PROVIDED DATA

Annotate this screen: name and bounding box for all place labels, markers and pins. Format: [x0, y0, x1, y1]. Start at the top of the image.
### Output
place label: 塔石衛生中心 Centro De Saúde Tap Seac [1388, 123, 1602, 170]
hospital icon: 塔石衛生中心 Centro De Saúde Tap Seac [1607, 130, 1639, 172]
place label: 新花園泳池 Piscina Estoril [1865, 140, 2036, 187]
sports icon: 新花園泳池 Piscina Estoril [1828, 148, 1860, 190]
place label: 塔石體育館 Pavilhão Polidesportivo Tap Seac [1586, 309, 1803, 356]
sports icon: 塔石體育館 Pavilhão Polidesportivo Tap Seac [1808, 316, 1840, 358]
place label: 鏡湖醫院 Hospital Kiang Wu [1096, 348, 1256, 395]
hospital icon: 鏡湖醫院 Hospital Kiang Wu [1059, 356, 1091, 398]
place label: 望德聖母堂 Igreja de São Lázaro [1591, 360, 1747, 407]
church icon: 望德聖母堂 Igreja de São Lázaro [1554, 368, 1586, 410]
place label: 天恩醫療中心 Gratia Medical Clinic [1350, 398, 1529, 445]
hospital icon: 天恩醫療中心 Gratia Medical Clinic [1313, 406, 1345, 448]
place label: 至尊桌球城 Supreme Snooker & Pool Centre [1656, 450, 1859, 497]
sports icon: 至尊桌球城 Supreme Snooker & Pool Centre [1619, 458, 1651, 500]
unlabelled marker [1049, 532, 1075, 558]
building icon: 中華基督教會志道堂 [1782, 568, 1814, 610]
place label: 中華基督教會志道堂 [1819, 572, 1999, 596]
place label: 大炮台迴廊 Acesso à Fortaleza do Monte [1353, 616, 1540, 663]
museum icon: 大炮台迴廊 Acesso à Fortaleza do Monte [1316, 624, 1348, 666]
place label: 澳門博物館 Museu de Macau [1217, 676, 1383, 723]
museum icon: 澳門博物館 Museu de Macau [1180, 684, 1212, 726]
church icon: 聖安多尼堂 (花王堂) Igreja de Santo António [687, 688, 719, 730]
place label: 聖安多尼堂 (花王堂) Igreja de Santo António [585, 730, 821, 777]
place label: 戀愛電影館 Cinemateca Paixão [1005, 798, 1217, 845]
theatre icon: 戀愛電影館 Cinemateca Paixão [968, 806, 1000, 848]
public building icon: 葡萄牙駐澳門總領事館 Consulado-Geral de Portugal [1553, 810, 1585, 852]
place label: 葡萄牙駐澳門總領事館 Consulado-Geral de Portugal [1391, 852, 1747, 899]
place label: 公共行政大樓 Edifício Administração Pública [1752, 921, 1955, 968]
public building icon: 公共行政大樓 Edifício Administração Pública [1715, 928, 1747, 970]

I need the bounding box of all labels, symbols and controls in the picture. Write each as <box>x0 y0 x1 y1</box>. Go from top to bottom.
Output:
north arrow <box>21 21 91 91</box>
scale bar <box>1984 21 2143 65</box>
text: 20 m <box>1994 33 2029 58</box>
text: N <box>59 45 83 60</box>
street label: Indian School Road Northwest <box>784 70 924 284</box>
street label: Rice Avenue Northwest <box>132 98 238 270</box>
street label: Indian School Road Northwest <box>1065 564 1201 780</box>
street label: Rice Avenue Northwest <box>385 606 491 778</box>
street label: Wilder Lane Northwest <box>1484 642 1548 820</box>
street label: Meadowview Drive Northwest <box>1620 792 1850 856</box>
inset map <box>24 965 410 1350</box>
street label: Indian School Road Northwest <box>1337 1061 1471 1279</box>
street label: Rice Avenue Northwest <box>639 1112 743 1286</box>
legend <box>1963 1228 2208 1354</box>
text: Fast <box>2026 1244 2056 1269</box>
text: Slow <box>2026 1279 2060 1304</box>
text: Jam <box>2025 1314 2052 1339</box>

WHAT YOU ARE ASKED TO DO
From the entries above, copy out every line where the string "Polidesportivo" appears.

EXERCISE RESULT
place label: 塔石體育館 Pavilhão Polidesportivo Tap Seac [1586, 309, 1803, 356]
sports icon: 塔石體育館 Pavilhão Polidesportivo Tap Seac [1808, 316, 1840, 358]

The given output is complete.